When he's thirteen, Dean speaks three languages and has skipped two grades; hates his grandfather and sleeps through calculus because he's been doing differentials since he first figured out how to optimize brewing times But there's a homemade sawed-off under his bed, and a spiral notebook full of lists on how to kill vampires, rugarus, shifters. He exorcises his first demon at thirteen, in the middle of an abandoned warehouse he's been prepping for weeks instead of going to band practice. The demon takes one look at him, the pentacle lines he's so carefully drawn and redrawn again, and laughs: _Winchester_.

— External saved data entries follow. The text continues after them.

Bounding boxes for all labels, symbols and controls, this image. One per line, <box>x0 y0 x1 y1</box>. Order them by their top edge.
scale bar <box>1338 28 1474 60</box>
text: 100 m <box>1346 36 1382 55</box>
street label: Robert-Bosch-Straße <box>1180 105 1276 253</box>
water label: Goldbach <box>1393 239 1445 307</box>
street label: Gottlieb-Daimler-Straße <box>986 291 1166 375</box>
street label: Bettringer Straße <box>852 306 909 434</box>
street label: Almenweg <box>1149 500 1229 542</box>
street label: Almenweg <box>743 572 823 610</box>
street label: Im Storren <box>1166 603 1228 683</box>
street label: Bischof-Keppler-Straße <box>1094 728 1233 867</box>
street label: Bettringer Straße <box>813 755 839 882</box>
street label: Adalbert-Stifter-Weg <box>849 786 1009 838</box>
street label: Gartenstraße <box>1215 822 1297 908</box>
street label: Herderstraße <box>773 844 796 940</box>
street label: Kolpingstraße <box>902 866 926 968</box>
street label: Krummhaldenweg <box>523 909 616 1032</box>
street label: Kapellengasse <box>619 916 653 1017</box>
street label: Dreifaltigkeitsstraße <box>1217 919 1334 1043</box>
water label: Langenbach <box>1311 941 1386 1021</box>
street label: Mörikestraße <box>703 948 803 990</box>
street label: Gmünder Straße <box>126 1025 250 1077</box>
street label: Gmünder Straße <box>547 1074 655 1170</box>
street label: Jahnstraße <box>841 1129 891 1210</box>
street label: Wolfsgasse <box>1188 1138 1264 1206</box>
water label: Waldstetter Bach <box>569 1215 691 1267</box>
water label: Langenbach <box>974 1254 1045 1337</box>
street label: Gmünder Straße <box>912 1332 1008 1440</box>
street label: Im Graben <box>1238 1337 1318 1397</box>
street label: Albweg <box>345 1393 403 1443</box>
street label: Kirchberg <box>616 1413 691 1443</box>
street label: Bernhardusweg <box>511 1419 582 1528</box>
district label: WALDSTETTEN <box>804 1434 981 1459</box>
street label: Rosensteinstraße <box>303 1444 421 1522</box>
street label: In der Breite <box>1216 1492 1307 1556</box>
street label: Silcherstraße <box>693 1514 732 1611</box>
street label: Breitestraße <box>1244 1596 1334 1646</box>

 _Campbell_ , Dean snarls, because he's going to get this right, before he banishes this fucker to hell. _It's Campbell, you sulfur-sucking piece of shit._ _Exorcizamus te--_

(Sammy finds out, because Sammy always finds out. Especially when Dean comes staggering back, pale as death and the smell of rotting eggs in his hair. It's Sammy who draws Dean over to the sink, scrubs the paint out from under his nails. _You used a Solomonic pentacle, right?_ he asks quietly. _You drew the circle of protection in holy oil, infused with ground angelica root? You--_

He'll make a good Man of Letters someday, Dean thinks, and vomits into the sink, so that the water can sluice that away too.)

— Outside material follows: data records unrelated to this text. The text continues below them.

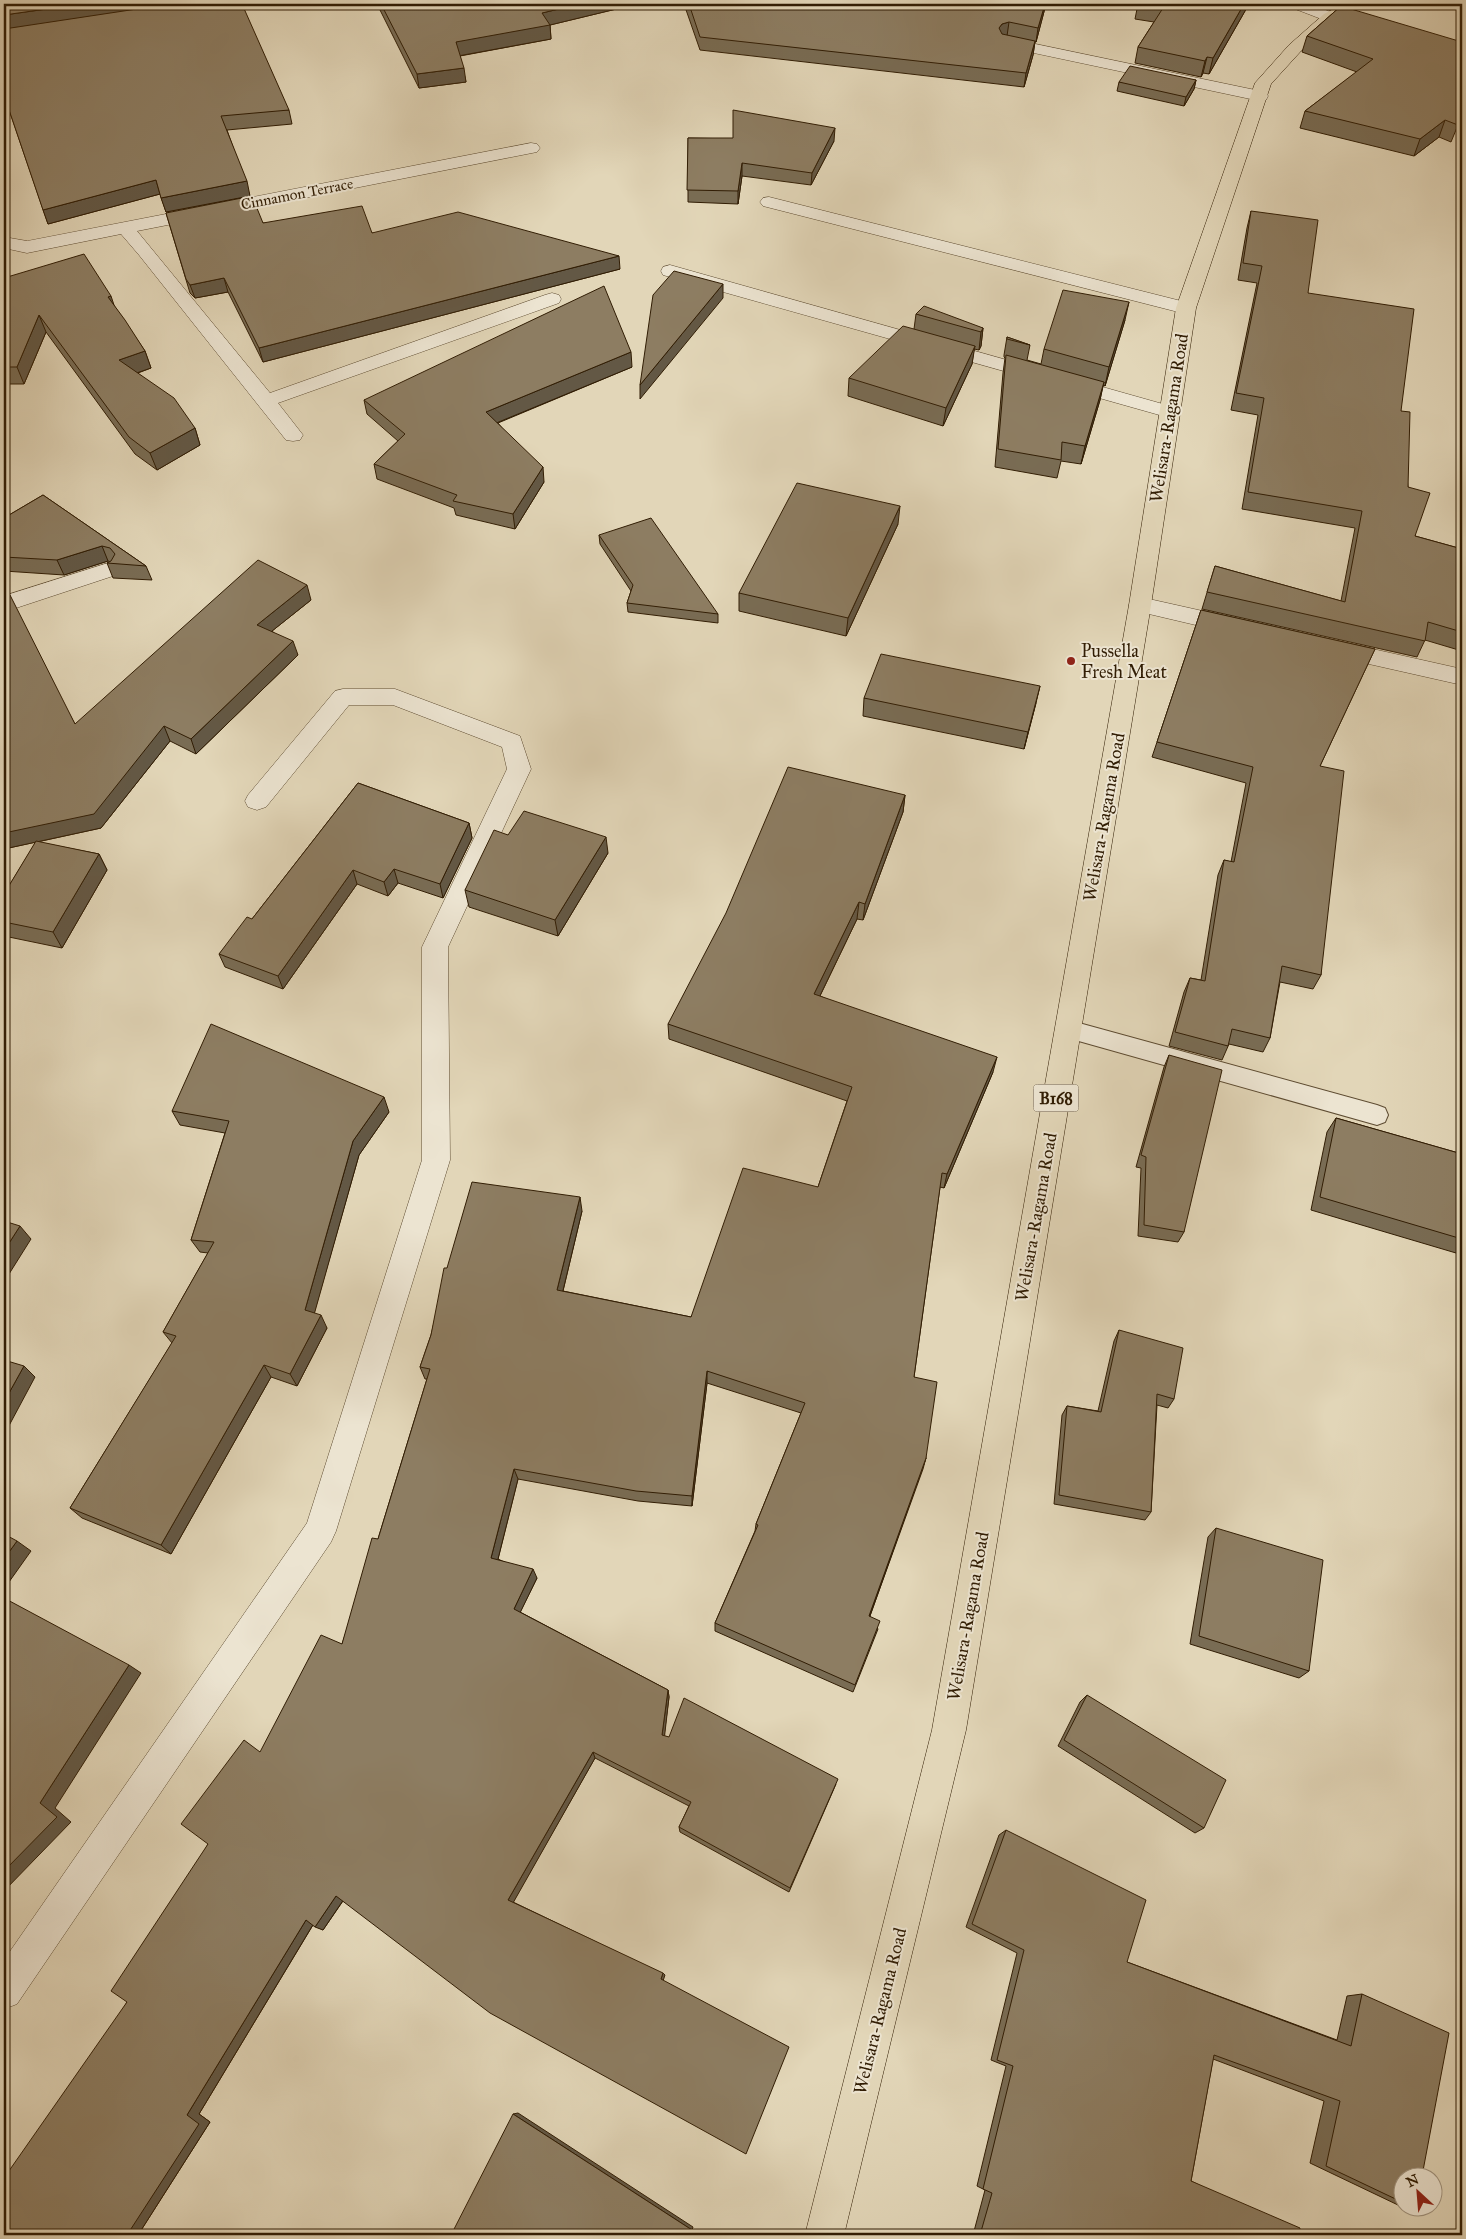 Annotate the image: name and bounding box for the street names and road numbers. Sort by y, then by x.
street label: Cinnamon Terrace [239,174,355,214]
street label: Welisara-Ragama Road [1145,332,1194,504]
street label: Welisara-Ragama Road [1078,731,1131,903]
road number: B168 [1034,1084,1078,1112]
street label: Welisara-Ragama Road [1010,1131,1063,1303]
street label: Welisara-Ragama Road [942,1530,995,1702]
street label: Welisara-Ragama Road [849,1925,912,2097]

Dean is seventeen when he announces to the Council that he will not go to the college they want. In fact, he will not go to any college. For a minute he thinks his ass is going to be disowned--it's only Elder Jones, who offers to take him on as an apprentice, that keeps Grandfather from kicking him to the curb right then and there. _Idiot boy_ , Elder Jones grumbles as Dean follows him out of the room. _You think you're going to protect your family any better from the street?_ And Dean doesn't know what to say because Sam's waiting back at the house, all of thirteen, and Dean's his only real family because they haven't seen Dad in two fucking years, and what--he's going to go off to college and leave Sammy by himself with the books and the old men that guard them?

 _(don't let him fall_ _don't let him fall_ _don't let him fall_ _don't let him fall_ )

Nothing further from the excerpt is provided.